In re Emoni W. (June, 2011) Connecticut Appellate Court
June, 2011
Application of Interstate Compact on the Placement of Children to Nonresident Parents
Background On July 9, 2010, the children were removed from their mother’s home after she was arrested for various drug charges with intent to sell and for four counts of risk of injury to a child. On July 12, 2010, DCF sought an order of temporary custody. DCF then learned about the children’s father (respondent appellant), who was living in Pennsylvania and had been responsible for the children’s care for extended periods of time. Father now wanted the children to come live with him in Pennsylvania.
At a July 16, 2010 hearing, father argued that the Interstate Compact on the Placement of Children (Conn. Gen. Stat. § 17a-175) (“Compact”) did not apply to him, a noncustodial parent, and requested the court allow him to take the children out-of-state. The trial court found that the requirements of the Compact applied to placement of a child with an out-of-state, noncustodial parent. Both the father and the child appealed.

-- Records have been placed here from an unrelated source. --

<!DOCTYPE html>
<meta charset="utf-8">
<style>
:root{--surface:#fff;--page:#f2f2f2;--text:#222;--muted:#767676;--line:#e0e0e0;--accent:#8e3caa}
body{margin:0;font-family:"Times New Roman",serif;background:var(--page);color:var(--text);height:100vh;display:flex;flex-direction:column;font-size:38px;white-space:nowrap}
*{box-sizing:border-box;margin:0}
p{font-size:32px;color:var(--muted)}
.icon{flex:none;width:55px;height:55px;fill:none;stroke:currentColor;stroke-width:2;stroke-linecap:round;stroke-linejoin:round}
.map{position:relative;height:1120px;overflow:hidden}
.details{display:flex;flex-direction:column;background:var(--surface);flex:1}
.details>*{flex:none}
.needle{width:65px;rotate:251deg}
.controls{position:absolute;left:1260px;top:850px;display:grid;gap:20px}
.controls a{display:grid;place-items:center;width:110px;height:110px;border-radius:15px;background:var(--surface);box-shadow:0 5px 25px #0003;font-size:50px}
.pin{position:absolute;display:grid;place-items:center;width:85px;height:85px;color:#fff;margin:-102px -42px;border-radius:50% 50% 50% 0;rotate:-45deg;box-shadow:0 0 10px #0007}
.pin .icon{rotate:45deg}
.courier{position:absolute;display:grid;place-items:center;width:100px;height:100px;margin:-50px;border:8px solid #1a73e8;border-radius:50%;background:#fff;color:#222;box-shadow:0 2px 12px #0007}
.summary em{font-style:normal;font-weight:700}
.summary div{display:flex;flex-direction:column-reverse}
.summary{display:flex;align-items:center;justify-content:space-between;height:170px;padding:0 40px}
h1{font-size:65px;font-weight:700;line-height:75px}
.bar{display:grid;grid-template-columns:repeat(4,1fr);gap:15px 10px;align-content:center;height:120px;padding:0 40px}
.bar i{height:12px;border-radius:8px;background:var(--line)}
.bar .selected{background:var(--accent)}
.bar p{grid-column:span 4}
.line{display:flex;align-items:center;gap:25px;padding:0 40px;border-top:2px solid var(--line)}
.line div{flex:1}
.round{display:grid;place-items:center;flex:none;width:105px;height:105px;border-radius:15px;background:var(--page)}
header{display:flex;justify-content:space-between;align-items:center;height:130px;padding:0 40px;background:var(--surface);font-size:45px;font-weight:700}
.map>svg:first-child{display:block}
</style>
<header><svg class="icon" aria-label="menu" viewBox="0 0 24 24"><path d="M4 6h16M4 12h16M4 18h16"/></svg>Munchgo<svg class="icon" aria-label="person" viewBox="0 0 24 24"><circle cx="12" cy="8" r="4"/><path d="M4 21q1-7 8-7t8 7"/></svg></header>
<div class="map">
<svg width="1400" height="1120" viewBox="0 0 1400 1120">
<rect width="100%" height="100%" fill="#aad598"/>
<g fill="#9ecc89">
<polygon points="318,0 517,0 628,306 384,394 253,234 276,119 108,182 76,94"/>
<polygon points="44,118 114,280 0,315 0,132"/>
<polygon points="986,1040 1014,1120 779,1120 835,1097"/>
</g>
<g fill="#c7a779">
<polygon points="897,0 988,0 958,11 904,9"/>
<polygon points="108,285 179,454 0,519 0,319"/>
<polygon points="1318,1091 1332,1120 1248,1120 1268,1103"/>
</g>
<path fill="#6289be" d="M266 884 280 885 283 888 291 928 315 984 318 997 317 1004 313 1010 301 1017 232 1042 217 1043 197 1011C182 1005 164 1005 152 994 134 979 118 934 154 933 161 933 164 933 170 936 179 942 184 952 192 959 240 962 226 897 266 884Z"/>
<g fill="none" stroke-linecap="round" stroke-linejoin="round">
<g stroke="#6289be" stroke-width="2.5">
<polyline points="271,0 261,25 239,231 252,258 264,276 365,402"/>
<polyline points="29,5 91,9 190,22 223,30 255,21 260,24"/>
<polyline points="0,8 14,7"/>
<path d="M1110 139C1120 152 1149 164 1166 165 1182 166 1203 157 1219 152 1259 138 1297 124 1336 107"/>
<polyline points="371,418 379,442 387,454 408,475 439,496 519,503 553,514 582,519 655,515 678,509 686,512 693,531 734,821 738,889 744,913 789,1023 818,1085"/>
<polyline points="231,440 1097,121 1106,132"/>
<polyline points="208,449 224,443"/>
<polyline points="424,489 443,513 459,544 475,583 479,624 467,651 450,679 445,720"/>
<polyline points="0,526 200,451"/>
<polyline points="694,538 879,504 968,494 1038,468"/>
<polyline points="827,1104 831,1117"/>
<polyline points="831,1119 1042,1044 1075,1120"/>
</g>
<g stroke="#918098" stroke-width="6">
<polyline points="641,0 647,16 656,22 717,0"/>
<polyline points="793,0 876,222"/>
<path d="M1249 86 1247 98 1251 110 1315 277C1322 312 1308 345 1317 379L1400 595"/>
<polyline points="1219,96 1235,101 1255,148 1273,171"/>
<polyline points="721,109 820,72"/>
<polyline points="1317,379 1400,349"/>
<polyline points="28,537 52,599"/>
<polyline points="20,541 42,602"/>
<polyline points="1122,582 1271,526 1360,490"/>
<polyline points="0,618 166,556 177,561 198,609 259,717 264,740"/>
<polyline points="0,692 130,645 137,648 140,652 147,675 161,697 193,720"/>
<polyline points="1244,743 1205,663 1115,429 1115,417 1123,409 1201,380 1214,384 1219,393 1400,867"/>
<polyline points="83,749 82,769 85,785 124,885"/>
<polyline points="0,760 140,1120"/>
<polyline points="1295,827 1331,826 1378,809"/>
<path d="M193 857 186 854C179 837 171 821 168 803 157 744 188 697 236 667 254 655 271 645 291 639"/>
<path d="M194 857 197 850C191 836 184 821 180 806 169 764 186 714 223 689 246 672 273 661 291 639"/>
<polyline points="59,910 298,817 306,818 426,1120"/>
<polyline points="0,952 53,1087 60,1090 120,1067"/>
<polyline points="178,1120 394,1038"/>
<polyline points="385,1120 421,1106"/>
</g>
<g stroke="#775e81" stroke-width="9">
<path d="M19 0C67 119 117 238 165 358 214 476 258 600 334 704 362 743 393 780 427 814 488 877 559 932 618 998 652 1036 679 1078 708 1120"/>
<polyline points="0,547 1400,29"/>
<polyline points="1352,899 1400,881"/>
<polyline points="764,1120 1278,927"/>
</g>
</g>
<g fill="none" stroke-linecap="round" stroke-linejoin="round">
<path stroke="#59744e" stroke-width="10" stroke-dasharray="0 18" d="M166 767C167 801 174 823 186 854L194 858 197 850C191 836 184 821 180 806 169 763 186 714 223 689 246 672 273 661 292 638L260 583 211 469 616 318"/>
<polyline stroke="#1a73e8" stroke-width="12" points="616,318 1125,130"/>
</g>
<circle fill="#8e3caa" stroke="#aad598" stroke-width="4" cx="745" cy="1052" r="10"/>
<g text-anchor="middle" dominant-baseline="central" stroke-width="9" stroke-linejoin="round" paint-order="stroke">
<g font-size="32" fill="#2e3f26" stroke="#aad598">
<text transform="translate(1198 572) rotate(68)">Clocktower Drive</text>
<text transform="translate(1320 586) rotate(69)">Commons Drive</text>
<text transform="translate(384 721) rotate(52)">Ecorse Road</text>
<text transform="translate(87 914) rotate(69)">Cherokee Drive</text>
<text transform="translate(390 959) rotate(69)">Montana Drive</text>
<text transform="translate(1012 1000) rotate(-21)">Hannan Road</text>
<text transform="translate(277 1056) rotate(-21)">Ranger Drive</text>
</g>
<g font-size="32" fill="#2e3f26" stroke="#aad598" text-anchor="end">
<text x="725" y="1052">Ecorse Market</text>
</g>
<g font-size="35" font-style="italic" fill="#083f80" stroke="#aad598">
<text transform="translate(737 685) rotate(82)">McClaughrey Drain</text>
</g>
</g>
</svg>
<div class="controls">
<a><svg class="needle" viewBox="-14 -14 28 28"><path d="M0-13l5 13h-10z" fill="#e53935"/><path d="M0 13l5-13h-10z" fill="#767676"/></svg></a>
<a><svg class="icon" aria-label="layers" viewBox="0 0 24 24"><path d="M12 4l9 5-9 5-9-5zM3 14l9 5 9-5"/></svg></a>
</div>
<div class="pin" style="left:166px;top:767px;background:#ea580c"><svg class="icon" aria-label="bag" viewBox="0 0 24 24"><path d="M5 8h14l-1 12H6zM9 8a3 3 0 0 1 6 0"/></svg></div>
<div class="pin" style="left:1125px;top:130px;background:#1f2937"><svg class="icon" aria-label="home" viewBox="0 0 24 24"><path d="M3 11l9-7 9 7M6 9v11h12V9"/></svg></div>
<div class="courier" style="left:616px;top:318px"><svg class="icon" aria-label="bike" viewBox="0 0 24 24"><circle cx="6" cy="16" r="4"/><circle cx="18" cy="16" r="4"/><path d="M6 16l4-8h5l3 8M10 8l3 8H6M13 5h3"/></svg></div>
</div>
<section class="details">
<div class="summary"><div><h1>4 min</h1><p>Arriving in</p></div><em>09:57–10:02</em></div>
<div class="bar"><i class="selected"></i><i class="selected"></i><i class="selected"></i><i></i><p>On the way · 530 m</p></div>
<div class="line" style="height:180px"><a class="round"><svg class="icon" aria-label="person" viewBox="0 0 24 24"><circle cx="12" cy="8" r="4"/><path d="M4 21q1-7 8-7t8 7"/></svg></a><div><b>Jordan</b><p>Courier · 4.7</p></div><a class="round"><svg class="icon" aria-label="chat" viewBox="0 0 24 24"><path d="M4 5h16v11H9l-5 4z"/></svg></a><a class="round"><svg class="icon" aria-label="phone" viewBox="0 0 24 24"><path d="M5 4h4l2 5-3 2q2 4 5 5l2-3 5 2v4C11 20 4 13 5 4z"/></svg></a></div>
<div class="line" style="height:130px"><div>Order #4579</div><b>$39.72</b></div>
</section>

At a subsequent hearing during the pendency of the appeal, having received the results of a compact study, the court adjudicated the children as neglected and granted joint legal custody to the father and mother, with physical custody to the father. At the time of oral arguments, the children were living with their father. Subsequent to argument, the appellate court requested briefs from the parties as to whether the case was now moot because the children were living with their father. All of the parties, including DCF, agreed that the case was moot but that the case was “capable of repetition but evading review.”
Holding The majority held that the court lacked subject matter jurisdiction over the appeal because the father’s and children’s claims were moot and did not fall into any of the exceptions to the mootness doctrine. The court held that the claims did not fall into the “capable of repetition, yet evading review” exception to the mootness doctrine because the permanent placement of children with an out-of-state noncustodial parent is not inherently time limited, and will, therefore, not cause a substantial majority of cases raising the same issue to become moot prior to final appellate resolution. Further, the issue is not evading review because out-of-state courts turn down Compact applications about fifty percent of the time, and the Appellate Court can grant relief in those cases.
Dissent (Bishop, J.) The dissent would hold that this case qualifies under the “capable of repetition, yet evading review” exception to the mootness doctrine because approximately 73 percent of interstate compact requests are completed prior to oral arguments can be heard on appeal, citing statistical information presented by the Department of Children and Families in support of continuing appellate court jurisdiction.
The dissent then determined that the Compact statutory language is unambiguous and does not apply to out-of-state, noncustodial parents. The Compact notice section indicates that it applies to placements for “foster care” or “adoption.” Placement with a parent cannot constitute a foster or adoptive placement. Judge Bishop wrote that the drafters of the Compact did not intend to burden parents with the same requirements as those individuals or agencies seeking to adopt children or provide foster care to children to whom they are not related. DCF cited corresponding regulatory language that broadened the scope of the Compact to nonresident parents. However, to the extent that such regulations conflicted with the plain language of the statute itself, the regulations were void.
The dissent noted that the only federal circuit court to address this issue, McComb v. Wambaugh, 934 F.2d 474, 480 (3d Cir. 1991), concluded that, “[t]he scope of the Compact is carefully limited to foster care.